In the haste to enforce the doctrine of "Massa Day Done" after Independence, at the urging of the brilliant yet bigoted Dr Eric Williams, T&T consigned to the rubbish heap of history the many good white men and women who contributed greatly to the building of the nation.
Among these men was William Eccles, a young Scotsman who came out to Trinidad around 1838-39, when the sugar-based economy was in shambles following the end of slavery. He was employed, as were many of his countrymen, by the rich planter William Hardin Burnley, who owned as much as 20 per cent of the productive cane lands in Trinidad.
Eccles was an innovator. In 1847 he founded the Naparima Harbour, Land and Tramroad Company in San Fernando, which saw the construction of a shipping place, or embacadere, at the mouth of the Sipriani Creek, now known as the Cipero River. This waterway was an essential road to the sea for sugar planters since it was navigable for several miles inland in an era when roads were mere tracks, unbridged and seas of mud in the rainy season.
Eccles connected the Ste Madeleine Estate with the Embacadere with Trinidad's first railway-the Cipero Tramroad-which was merely a few trucks being drawn along by mules. Steam power came along in 1864, a full dozen years before the Trinidad Government Railway commenced operations. Eccles was not only a man of commerce but also one with a big heart.
The estates of his boss, Burnley, were among the first to receive quotas of indentured coolies from India, who began arriving in the colony in 1845. One of the evils of the immigration system was that the ratio of men to women was 3:1, thus resulting in a number of orphans, since jealous husbands would behead their wives with a sharp cutlass, then proceed to commit suicide, or else were executed by the penal system.
Eccles felt deep sympathy for the orphans and, with the backing of his employer, established an orphanage at Tacarigua, opposite the site of the newly constructed Anglican chapel of St Mary, which was also a gift of Burnley. The institution was administered by the Anglican church and also called St Mary's.
Aside from providing for the physiological needs of the orphans, the institute educated them. When William Burnley died in 1850, his son divested full agency for his affairs to his faithful steward, Eccles. Eccles had three sons and a daughter. The sons remained in Trinidad, whilst the girl went to live in Scotland with her mother.
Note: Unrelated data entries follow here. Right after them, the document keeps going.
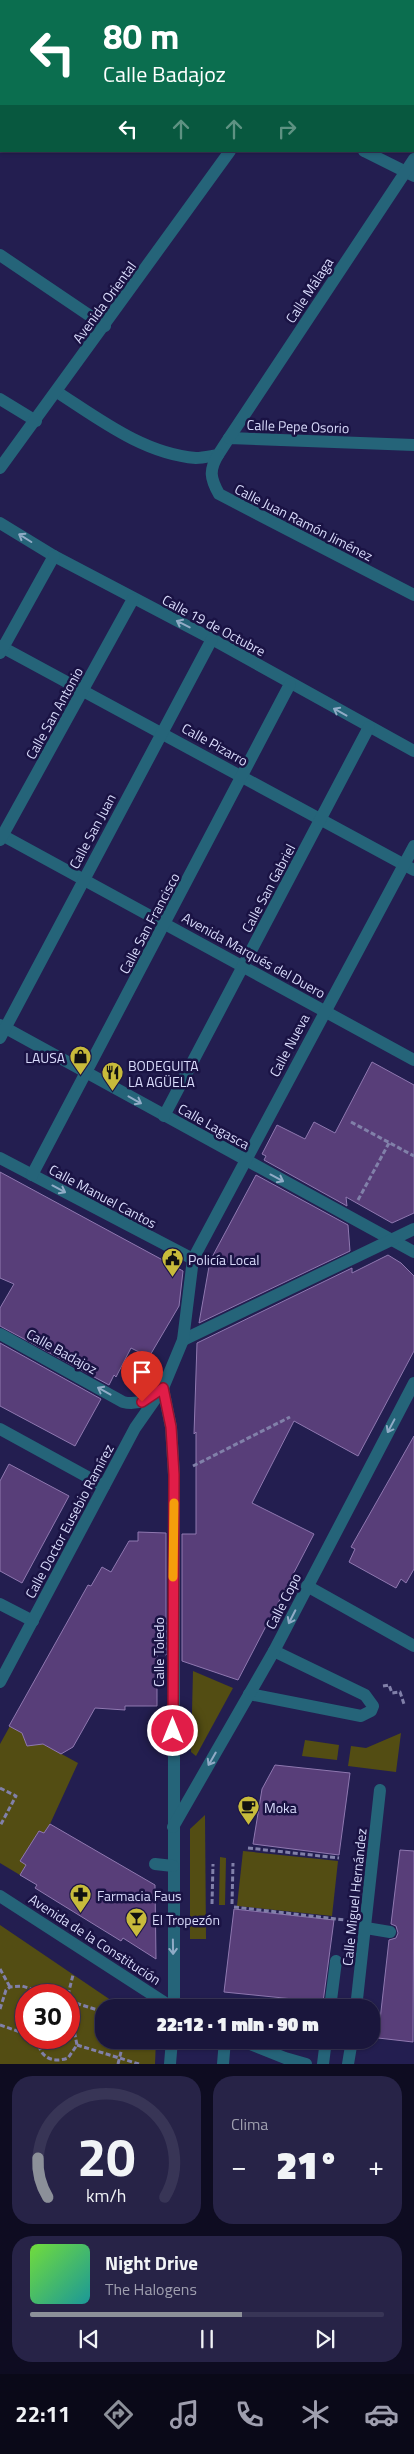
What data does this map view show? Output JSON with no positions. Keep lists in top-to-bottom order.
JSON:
{
  "streets": {
    "street": [
      "Calle Málaga",
      "Avenida Oriental",
      "Calle Pepe Osorio",
      "Calle Juan Ramón Jiménez",
      "Calle 19 de Octubre",
      "Calle San Antonio",
      "Calle Pizarro",
      "Calle San Juan",
      "Calle San Gabriel",
      "Calle San Francisco",
      "Avenida Marqués del Duero",
      "Calle Nueva",
      "Calle Lagasca",
      "Calle Manuel Cantos",
      "Calle Badajoz",
      "Calle Doctor Eusebio Ramírez",
      "Calle Copo",
      "Calle Toledo",
      "Calle Miguel Hernández",
      "Avenida de la Constitución"
    ]
  },
  "crossings": [
    ["Calle Málaga", "Calle Pepe Osorio"],
    ["Calle Pepe Osorio", "Calle Juan Ramón Jiménez"],
    ["Calle 19 de Octubre", "Calle San Antonio"],
    ["Calle 19 de Octubre", "Calle San Juan"],
    ["Calle 19 de Octubre", "Calle San Gabriel"],
    ["Calle 19 de Octubre", "Calle San Francisco"],
    ["Calle San Antonio", "Calle Pizarro"],
    ["Calle San Antonio", "Avenida Marqués del Duero"],
    ["Calle Pizarro", "Calle San Juan"],
    ["Calle Pizarro", "Calle San Gabriel"],
    ["Calle Pizarro", "Calle San Francisco"],
    ["Calle Pizarro", "Calle Nueva"],
    ["Calle San Juan", "Avenida Marqués del Duero"],
    ["Calle San Juan", "Calle Lagasca"],
    ["Calle San Gabriel", "Avenida Marqués del Duero"],
    ["Calle San Gabriel", "Calle Lagasca"],
    ["Calle San Francisco", "Avenida Marqués del Duero"],
    ["Calle San Francisco", "Calle Lagasca"],
    ["Calle San Francisco", "Calle Manuel Cantos"],
    ["Avenida Marqués del Duero", "Calle Nueva"],
    ["Calle Nueva", "Calle Lagasca"],
    ["Calle Nueva", "Calle Manuel Cantos"],
    ["Calle Nueva", "Calle Doctor Eusebio Ramírez"],
    ["Calle Manuel Cantos", "Calle Doctor Eusebio Ramírez"],
    ["Calle Badajoz", "Calle Doctor Eusebio Ramírez"],
    ["Calle Badajoz", "Calle Toledo"],
    ["Calle Doctor Eusebio Ramírez", "Calle Toledo"],
    ["Calle Copo", "Calle Toledo"]
  ],
  "one_way": [
    "Calle 19 de Octubre",
    "Calle Lagasca",
    "Calle Manuel Cantos",
    "Calle Copo"
  ],
  "places": {
    "shop": ["LAUSA"],
    "restaurant": ["BODEGUITA LA AGÜELA"],
    "public building": ["Policía Local"],
    "cafe": ["Moka"],
    "pharmacy": ["Farmacia Faus"],
    "bar": ["El Tropezón"]
  },
  "page": {
    "turn": ["80 m", "Calle Badajoz"],
    "limit": "30",
    "trip": "22:12 · 1 min · 90 m",
    "tile": "Clima",
    "heat": ["−", "21°", "+"],
    "song": ["Night Drive", "The Halogens"],
    "tabs": "22:11",
    "gauge": ["20", "km/h"]
  }
}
William Eccles was struck down early in life by illness, dying in 1859. He was buried in the churchyard of St Mary's in sight of the orphanage he founded. A fountain was dedicated to his memory in the yard of the orphanage in 1860, being paid for by the heirs of Burnley, who owed him so much. It is the still-existing monument to a man who had a positive effect on the island in his lifetime.